The last two weeks have been difficult for me because of life happening. Week 7 was hard because I had some travel to help my parents, and that just takes me out of my routine and is generally stressful. It was good, and I am very glad that I had the opportunity to help. But it was still a lot, and it made it hard to make significant progress on my project. And week 8 was hard because I finally caught the cold that's been going through my household. My brain was just... fuzzy this week.
In that vein, I spent the last two weeks mostly focused on figuring out how to build an inverted index over all the unique positions in a collection of chess games I have. To make it concrete, this is 3.8 million games and about 240 million unique positions (north of 300 million before dedup). I ran in circles, and I think it was a combination of:
- Life happened so I wasn't at my best
- Databases are hard
I'm not upset, though! By trying a lot of dead-ends, I got to understand the problem space more deeply. For example, I learned that:
- Chess positions cannot be represented in a fixed-size struct of less than ~29 bytes1 (and that is a maybe)
- Rust's HashMap implementation is based on a hashmap created at Google (video explaining how it works)
- Data-oriented design gives many practical benefits in structuring data to reduce overhead, such as storing a struct of lists instead of a list of structs
- 64-bit hashes can handle a lot of elements (4 billion-ish?) before you expect to see your first collision
So after these last two weeks, I've finally gotten the index built! And it saves it out to the disk, which I can load back in to quickly find the games which contain a given position. (How quickly is yet to be seen—I'll benchmark it, and have a few ideas for improvements if it's slower than necessary.)
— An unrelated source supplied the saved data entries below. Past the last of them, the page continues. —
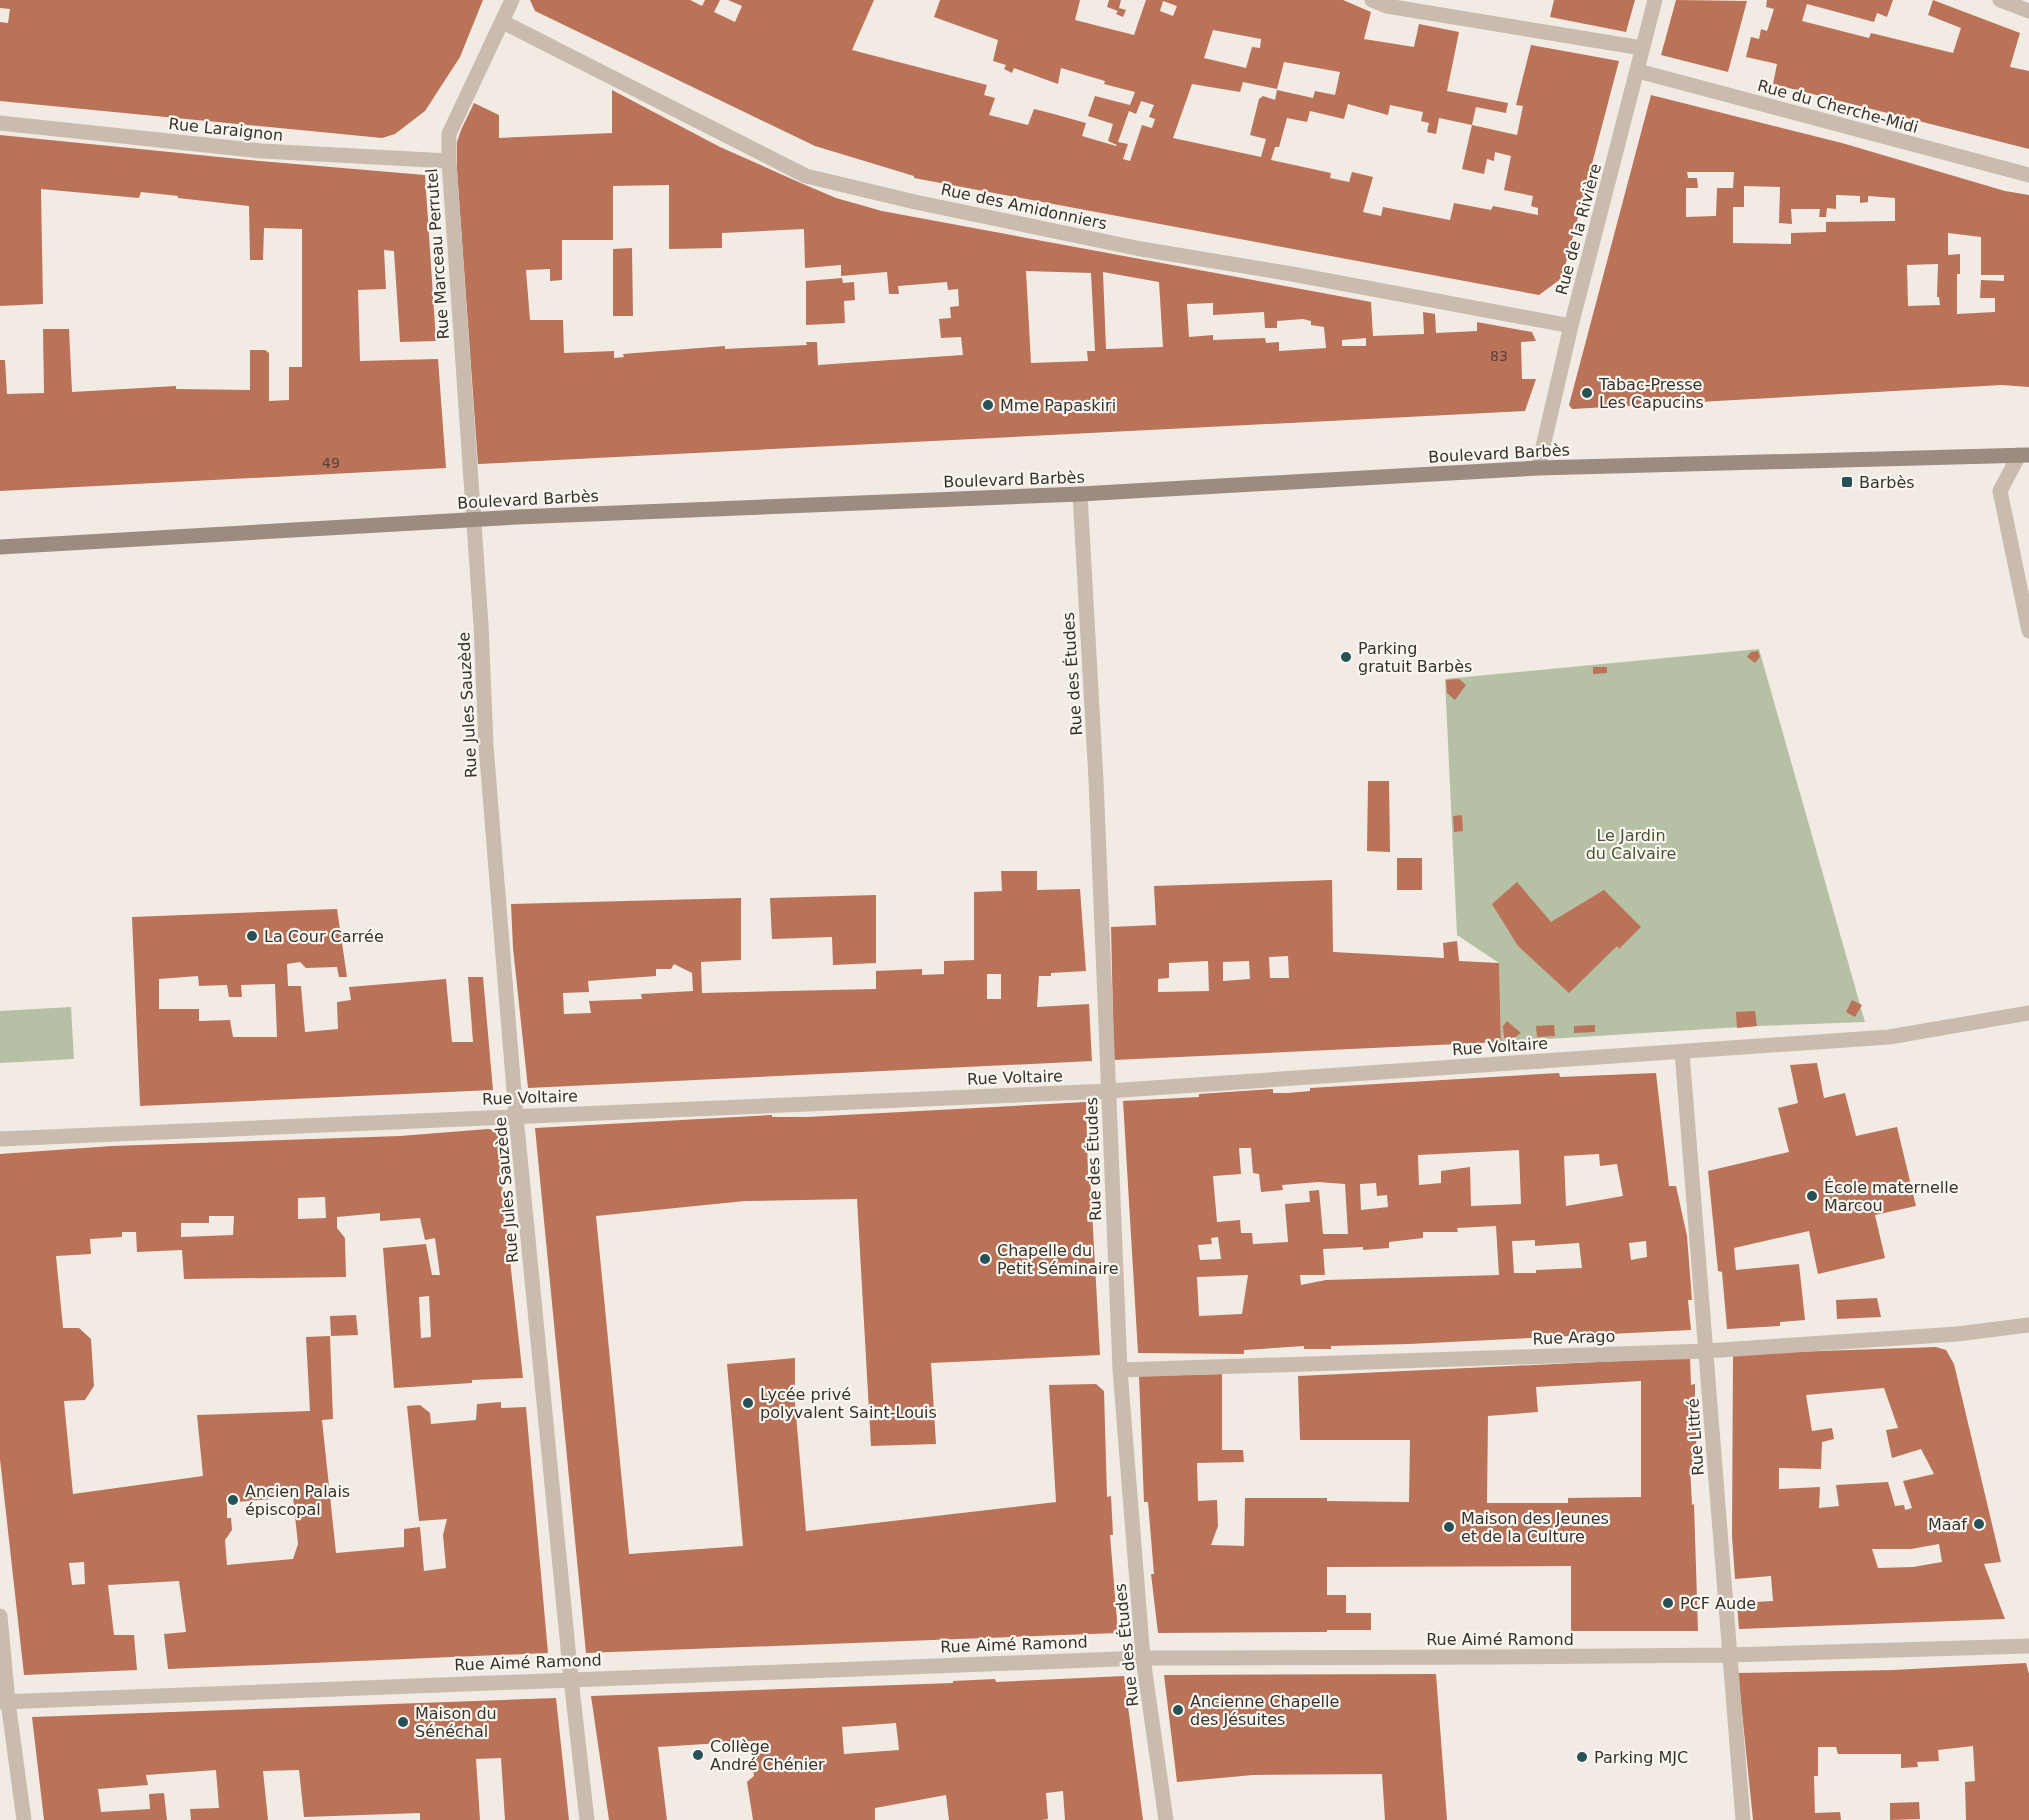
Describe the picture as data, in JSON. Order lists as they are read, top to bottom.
{
  "streets": {
    "main road": ["Boulevard Barbès"],
    "street": [
      "Rue du Cherche-Midi",
      "Rue Laraignon",
      "Rue des Amidonniers",
      "Rue de la Rivière",
      "Rue Marceau Perrutel",
      "Rue des Études",
      "Rue Jules Sauzède",
      "Rue Voltaire",
      "Rue Arago",
      "Rue Littré",
      "Rue Aimé Ramond"
    ]
  },
  "crossings": [
    ["Rue du Cherche-Midi", "Rue de la Rivière"],
    ["Rue Laraignon", "Rue Marceau Perrutel"],
    ["Rue des Amidonniers", "Rue de la Rivière"],
    ["Rue des Amidonniers", "Rue Marceau Perrutel"],
    ["Rue de la Rivière", "Boulevard Barbès"],
    ["Rue Marceau Perrutel", "Boulevard Barbès"],
    ["Rue Marceau Perrutel", "Rue Jules Sauzède"],
    ["Boulevard Barbès", "Rue des Études"],
    ["Boulevard Barbès", "Rue Jules Sauzède"],
    ["Rue des Études", "Rue Voltaire"],
    ["Rue des Études", "Rue Arago"],
    ["Rue des Études", "Rue Aimé Ramond"],
    ["Rue Jules Sauzède", "Rue Voltaire"],
    ["Rue Jules Sauzède", "Rue Aimé Ramond"],
    ["Rue Voltaire", "Rue Littré"],
    ["Rue Arago", "Rue Littré"],
    ["Rue Littré", "Rue Aimé Ramond"]
  ],
  "parks": ["Le Jardin du Calvaire"],
  "places": {
    "other": [
      "Tabac-Presse Les Capucins",
      "Mme Papaskiri",
      "Parking gratuit Barbès",
      "La Cour Carrée",
      "École maternelle Marcou",
      "Chapelle du Petit Séminaire",
      "Lycée privé polyvalent Saint-Louis",
      "Ancien Palais épiscopal",
      "Maaf",
      "Maison des Jeunes et de la Culture",
      "PCF Aude",
      "Ancienne Chapelle des Jésuites",
      "Maison du Sénéchal",
      "Collège André Chénier",
      "Parking MJC"
    ],
    "transit": ["Barbès"]
  },
  "house_numbers": ["83", "49"]
}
Now I'm moving forward on building an application on top of this index. I'm going to first make an opening tree explorer, where you can click through from the beginning of a game and see how many games occurred with that position, the results from there, and drill into a (partial) list of the actual games containing that position. This will require building out a basic frontend (entirely HTML/CSS for now! I don't think this needs much, if any, JS), and it will also require adding some additional basic indexes, like bitmaps of game results.
Next week, I'm hoping to have something that I can demo! It will be rough-and-ready, but it'll be the start, and then I can spend a few more weeks adding in more interesting query support and more filters on the games. Long-term, I think that isabella-db can fill a gap in chess tooling today by making it possible to query for really interesting sequences of positions in games, like where sacrifices occur or where tactics are available. (This will likely also require integrating with an engine!)
I want to get more folks involved in this project, and the sooner the better. If you're interested in being an alpha user or helping with the queries and indexing, please reach out to me by email (or on Zulip, if you're a Recurser). I'm excited to see what I learn via this project for the rest of my batch, and where it goes after that!
See you all next week!
This blog post used to say that it couldn't be less than 36 bytes. I think that might be true if you use 1 byte per piece and then bit-pack the rest of the information, but a fellow Recurser and I worked out that it can indeed be smaller. Right now speculatively we think it can get down to 29 bytes, but I'm not about to write an implementation to prove it.